Start of Extracted data

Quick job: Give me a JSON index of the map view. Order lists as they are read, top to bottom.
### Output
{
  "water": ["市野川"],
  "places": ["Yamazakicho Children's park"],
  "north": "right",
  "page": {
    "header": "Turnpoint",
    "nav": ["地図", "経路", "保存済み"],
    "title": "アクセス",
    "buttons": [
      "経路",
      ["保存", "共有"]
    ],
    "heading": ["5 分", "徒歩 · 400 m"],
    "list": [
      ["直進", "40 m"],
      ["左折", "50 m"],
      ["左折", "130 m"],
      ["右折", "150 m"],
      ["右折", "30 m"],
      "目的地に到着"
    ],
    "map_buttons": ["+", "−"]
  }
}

End of Extracted data
Start of Extracted data

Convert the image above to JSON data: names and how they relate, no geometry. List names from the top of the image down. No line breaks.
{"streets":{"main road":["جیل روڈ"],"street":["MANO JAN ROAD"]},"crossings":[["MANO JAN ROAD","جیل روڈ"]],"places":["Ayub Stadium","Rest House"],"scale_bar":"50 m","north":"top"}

End of Extracted data
Start of Extracted data

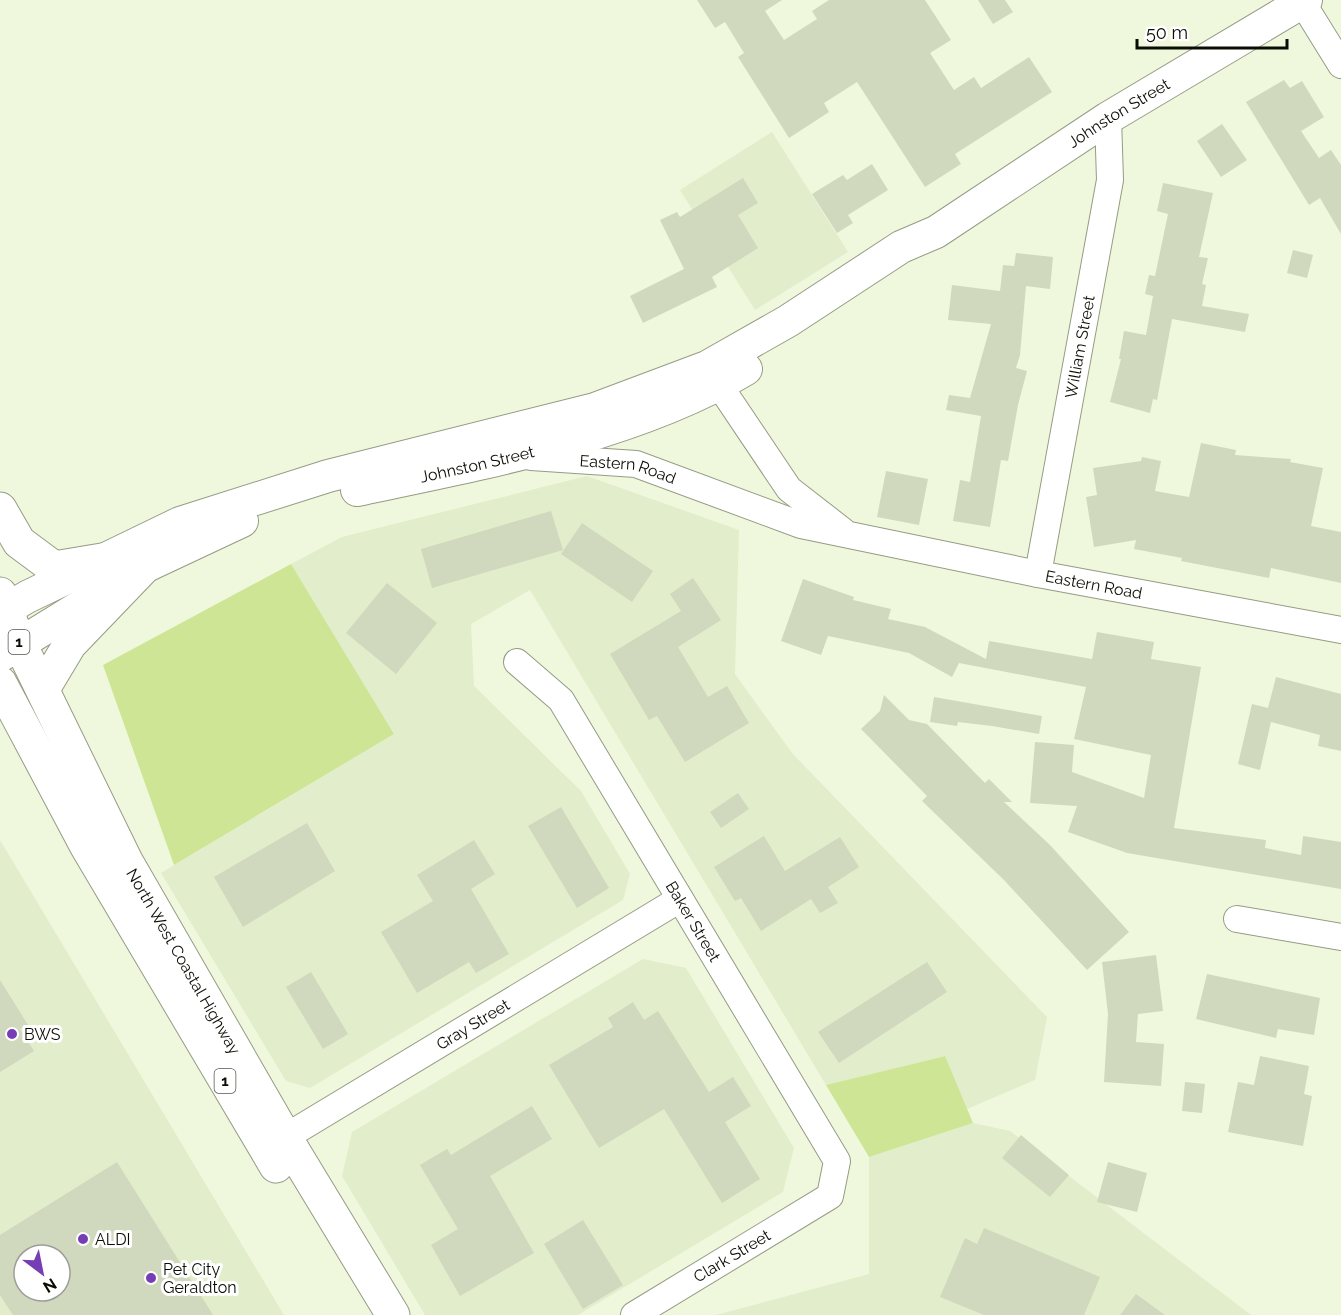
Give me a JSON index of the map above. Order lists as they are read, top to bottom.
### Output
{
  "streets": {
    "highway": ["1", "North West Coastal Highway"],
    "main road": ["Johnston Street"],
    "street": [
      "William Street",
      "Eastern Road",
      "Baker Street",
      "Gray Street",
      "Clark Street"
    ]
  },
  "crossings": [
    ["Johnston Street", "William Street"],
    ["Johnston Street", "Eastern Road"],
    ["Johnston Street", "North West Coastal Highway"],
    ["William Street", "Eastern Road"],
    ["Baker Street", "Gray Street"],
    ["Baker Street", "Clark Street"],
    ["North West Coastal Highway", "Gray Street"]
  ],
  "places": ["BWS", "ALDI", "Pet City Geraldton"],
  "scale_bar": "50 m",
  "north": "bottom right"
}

End of Extracted data

* What the task asks
In the records, which lines mention the word "lists"? Copy those lines.

* Answer to this exercise
Quick job: Give me a JSON index of the map view. Order lists as they are read, top to bottom.
Give me a JSON index of the map above. Order lists as they are read, top to bottom.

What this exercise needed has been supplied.